Из затеи с возвратом ничего не выходит. У обочины проторенной пастухами и их четвероногими спутниками тропы уже нет ни художника с его складным брезентовым стулом, ни его восторженных зрителей. А портрет, фоном к которому послужили далёкие горы, остаётся жить лишь в памяти городской девочки.
Кстати, горы позади сразу показались ей лишними.
И зачем он их нарисовал?
Вот бы узнать ответ..
               
*
Путь в Ауадхару по тем временам был не только долгим, но и весьма утомительным.
Сначала по бесконечной асфальтированной трассе добирались на малосильных машинах того времени до полного невыносимых красот Бзыбского каньона и не менее красивой Рицы, затем начиналось самое сложное, поскольку предстоял подъём по ужасной каменистой грунтовке. Угол высоты грунтовки измерялся по звуку малосильного мотора договорного грузовичка, либо автобуса с жёсткими и неудобными сиденьями, обитыми коричневым или чёрным коленкором. Надсадно-ровный на обычной дороге, он становился стонущим, если угол высоты менялся. В таких случаях, машина меняла ход и словно большой, объевшийся жук, медленно ползла по пыльным и острым камням. Могла и вовсе заглохнуть, тогда всем приходилось вылезать из салона и ждать, пока шофёр справится с проблемой.
Дорога на Ауадхару сильно утомляла городскую девочку, её тошнило и постоянно хотелось пить. Мама Эвелина сажала её, хныкающую, к себе на колени, отвлекала разговорами, рассказывала сказки и истории, просила потерпеть и не смотреть в окно в моменты, когда проезжали над глубокими обрывами.

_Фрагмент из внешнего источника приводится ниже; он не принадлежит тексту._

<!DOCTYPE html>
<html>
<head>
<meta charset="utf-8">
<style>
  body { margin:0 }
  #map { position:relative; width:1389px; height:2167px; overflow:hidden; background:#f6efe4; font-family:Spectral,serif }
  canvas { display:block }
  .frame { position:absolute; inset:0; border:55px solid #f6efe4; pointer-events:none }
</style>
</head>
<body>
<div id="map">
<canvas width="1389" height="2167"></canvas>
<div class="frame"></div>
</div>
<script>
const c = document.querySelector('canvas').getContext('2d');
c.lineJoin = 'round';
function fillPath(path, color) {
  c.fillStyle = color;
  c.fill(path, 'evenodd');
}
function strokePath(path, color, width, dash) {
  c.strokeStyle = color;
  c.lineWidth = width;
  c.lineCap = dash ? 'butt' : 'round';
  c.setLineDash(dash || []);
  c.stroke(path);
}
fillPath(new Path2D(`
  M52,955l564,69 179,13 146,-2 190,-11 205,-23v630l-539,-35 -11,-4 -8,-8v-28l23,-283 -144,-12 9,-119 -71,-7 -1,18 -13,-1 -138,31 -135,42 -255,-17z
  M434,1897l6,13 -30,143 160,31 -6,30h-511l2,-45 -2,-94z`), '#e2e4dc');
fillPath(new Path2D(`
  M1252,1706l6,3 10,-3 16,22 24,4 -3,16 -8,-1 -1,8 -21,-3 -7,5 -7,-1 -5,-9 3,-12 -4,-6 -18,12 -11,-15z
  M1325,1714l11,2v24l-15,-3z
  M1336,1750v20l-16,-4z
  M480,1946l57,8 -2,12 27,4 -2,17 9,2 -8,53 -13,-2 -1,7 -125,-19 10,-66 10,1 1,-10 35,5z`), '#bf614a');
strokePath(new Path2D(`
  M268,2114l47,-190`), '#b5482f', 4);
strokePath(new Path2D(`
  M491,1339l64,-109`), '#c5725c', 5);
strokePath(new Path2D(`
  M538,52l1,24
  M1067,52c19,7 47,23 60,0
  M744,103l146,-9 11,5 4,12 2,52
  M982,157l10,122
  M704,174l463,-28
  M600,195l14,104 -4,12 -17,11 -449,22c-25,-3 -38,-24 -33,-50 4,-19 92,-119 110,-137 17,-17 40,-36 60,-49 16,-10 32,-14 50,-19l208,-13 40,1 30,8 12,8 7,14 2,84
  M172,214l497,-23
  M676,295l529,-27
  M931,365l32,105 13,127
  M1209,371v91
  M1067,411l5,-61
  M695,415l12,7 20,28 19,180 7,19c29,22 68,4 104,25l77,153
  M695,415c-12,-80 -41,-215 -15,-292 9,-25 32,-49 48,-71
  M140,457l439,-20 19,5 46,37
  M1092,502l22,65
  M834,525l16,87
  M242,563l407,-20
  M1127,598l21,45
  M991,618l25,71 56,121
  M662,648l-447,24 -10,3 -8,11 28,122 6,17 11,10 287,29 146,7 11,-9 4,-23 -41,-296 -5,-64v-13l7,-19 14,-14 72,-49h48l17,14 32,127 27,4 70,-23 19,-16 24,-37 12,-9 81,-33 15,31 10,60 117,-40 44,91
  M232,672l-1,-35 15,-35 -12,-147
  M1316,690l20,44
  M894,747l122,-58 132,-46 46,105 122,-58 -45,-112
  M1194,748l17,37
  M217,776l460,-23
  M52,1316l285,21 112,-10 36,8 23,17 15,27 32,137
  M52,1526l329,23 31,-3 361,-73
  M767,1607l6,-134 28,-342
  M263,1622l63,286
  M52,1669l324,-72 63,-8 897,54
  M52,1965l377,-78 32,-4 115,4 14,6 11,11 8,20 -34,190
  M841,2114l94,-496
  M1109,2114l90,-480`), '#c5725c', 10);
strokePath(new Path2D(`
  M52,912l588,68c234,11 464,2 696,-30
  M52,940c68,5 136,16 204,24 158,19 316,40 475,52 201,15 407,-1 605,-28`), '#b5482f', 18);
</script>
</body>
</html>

Не смотреть не получалось: выныривал из-под обочины заросший густым лесом, либо усеянный мшистыми валунами обрыв, глаза сами поворачивались к нему,  сердце замирало от сладкого ужаса, в воображении возникали картины падения.
- Мама-а-а. Ну, когда мы при-еде-е-м. Ну, я уже больше не могу-у-у. Ну, мама-а-а, - ныла городская девочка, тайно надеявшаяся фактом беспрерывной жалобы приблизить окончание изматывающего пути.
- Потерпи, Эля. Уже скоро, - утешала её мама Эвелина. – Если затошнит – не молчи. Я тебе помогу. А что я тебе сейчас расскажу-у… -  вот, послушай. Жили-были…
Мама Эвелина знает, о чём говорит, когда предлагает докладывать о недомогании. Поездки с детьми в деревню и обратно по плохим дорогам тех лет многому научили её.
Добравшись до места, первым делом по-быстрому обживали домик-балаган, обедали, хватали бидон и шли к источнику, чтобы отметить таким образом начало перехода в новое режимное состояние:  стакан плотной даже на вид воды с явным оттенком серого цвета пить мелкими глотками за полчаса до еды три раза  в день.
За водой надо было идти пару километров и ни в коем случае не набирать впрок, чтобы не лишить её целебной силы. Еду готовили сами, чистую и холодную горную воду носили в ведре из речки Ауадхары.
*
 Народу в летние месяцы в долине всегда много и самого разного. Приезжают попить воды и поправить здоровье горожане и длинными непрерывными стежками-цепочками прошивают горные склоны бесконечные туристы. Пеший туризм в стране как раз набирает обороты, поэтому туристы идут через долину почти весь сезон: с холодного июня, когда только открываются перевалы, и до конца сентября. Долина служит главным привалом на пути от перевалов Северного Кавказа к озеру Рица, поэтому некоторые группы остаются  на привал. Обычно ненадолго, на сутки или двое. Затем сворачивают домики-ульи в рюкзаки, накидывают их на спины и идут дальше. Некоторые задерживаются дольше и уходят позже, с какой-нибудь другой группой.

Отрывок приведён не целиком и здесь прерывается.